◆ WORK TASK:
Filter these entries down to lines holding "نیمتاج".

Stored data
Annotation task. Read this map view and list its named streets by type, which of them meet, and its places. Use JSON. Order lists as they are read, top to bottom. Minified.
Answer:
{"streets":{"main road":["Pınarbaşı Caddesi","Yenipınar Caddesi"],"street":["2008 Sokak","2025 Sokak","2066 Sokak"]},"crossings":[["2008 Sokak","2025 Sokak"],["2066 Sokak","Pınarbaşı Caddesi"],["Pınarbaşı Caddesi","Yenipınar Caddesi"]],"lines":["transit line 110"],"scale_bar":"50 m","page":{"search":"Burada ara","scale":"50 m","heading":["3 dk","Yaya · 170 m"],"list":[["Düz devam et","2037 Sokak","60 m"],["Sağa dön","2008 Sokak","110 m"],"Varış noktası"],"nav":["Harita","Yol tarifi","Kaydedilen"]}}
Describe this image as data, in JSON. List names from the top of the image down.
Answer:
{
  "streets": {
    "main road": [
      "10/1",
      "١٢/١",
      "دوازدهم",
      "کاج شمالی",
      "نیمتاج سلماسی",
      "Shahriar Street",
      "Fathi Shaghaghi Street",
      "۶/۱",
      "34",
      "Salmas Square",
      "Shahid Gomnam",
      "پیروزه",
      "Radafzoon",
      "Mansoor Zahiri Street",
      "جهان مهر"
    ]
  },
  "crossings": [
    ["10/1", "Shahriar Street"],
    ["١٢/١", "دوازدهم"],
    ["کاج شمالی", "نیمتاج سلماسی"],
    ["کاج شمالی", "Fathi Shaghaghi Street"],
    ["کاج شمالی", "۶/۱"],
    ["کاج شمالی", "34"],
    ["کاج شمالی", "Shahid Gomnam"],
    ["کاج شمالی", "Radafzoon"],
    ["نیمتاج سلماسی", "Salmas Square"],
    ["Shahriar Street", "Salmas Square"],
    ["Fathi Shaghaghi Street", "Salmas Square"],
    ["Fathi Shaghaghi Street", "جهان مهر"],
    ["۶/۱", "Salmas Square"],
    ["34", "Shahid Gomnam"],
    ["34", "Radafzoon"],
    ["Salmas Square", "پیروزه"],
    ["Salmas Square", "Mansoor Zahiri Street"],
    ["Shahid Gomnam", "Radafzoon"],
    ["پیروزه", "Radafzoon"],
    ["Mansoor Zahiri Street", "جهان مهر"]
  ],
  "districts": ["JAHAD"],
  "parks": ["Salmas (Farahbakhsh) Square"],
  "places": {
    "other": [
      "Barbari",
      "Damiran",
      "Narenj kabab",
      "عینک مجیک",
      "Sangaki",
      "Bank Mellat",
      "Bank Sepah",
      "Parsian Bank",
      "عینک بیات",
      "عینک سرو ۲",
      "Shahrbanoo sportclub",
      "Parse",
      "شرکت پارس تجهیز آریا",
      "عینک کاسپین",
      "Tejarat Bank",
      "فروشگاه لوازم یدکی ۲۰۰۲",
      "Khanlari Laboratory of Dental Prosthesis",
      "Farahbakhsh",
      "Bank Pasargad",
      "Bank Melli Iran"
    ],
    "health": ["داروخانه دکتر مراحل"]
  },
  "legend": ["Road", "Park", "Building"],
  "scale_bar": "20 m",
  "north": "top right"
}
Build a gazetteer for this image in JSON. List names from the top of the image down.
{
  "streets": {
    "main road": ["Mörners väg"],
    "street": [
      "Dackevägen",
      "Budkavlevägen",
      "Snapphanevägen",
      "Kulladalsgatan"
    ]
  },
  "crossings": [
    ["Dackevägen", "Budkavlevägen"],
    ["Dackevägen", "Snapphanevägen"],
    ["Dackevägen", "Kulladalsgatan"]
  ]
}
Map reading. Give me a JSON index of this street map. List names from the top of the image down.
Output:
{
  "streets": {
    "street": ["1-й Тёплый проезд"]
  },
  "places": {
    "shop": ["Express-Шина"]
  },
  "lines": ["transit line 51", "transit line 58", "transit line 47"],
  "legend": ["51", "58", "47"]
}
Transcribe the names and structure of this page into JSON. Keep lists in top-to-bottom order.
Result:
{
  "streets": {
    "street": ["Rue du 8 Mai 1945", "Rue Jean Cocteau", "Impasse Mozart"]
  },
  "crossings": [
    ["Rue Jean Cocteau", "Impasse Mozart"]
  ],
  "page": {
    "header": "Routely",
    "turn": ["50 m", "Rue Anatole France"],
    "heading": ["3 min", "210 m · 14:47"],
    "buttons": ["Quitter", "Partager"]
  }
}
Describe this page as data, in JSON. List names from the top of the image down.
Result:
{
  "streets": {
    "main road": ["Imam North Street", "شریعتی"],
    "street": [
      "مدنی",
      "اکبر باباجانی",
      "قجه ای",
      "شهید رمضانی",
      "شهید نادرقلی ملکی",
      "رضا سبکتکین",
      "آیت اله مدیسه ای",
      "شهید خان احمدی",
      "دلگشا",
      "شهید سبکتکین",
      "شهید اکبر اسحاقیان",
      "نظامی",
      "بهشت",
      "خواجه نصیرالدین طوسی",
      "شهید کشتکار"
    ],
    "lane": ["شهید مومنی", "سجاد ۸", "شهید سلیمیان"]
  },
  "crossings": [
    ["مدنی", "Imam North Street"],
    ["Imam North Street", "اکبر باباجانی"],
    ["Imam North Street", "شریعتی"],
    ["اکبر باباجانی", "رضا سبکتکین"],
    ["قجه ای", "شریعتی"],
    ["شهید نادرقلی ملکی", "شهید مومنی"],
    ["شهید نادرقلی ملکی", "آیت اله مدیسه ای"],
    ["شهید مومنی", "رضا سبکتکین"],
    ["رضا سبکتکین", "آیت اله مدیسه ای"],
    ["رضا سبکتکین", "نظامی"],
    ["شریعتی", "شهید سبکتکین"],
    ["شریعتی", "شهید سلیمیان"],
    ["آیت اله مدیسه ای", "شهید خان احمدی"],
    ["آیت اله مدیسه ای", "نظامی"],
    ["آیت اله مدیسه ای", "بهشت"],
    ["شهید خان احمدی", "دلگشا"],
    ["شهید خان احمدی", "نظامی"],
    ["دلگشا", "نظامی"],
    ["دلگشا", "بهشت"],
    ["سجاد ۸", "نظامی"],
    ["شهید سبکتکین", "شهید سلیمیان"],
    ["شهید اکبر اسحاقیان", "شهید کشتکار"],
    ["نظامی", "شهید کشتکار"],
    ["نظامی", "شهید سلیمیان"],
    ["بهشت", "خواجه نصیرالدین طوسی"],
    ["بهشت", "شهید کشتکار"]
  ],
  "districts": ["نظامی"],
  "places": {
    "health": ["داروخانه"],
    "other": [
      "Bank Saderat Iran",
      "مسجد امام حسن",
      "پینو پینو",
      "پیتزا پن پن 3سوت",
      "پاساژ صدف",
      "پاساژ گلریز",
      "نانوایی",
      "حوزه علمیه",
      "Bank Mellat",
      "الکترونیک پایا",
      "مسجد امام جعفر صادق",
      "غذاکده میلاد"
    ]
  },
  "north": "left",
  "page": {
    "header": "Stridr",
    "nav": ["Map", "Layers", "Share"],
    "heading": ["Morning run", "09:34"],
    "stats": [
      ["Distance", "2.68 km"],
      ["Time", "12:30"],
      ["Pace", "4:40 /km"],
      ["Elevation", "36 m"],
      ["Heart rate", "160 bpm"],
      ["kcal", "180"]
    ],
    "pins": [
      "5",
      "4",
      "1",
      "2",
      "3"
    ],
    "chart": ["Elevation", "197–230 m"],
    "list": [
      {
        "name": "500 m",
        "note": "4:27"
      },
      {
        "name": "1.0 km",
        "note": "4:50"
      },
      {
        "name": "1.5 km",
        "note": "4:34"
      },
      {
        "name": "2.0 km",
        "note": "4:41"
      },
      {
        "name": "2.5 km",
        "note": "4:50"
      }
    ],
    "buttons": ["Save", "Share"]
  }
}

◆ EXERCISE RESPONSE:
      "نیمتاج سلماسی",
    ["کاج شمالی", "نیمتاج سلماسی"],
    ["نیمتاج سلماسی", "Salmas Square"],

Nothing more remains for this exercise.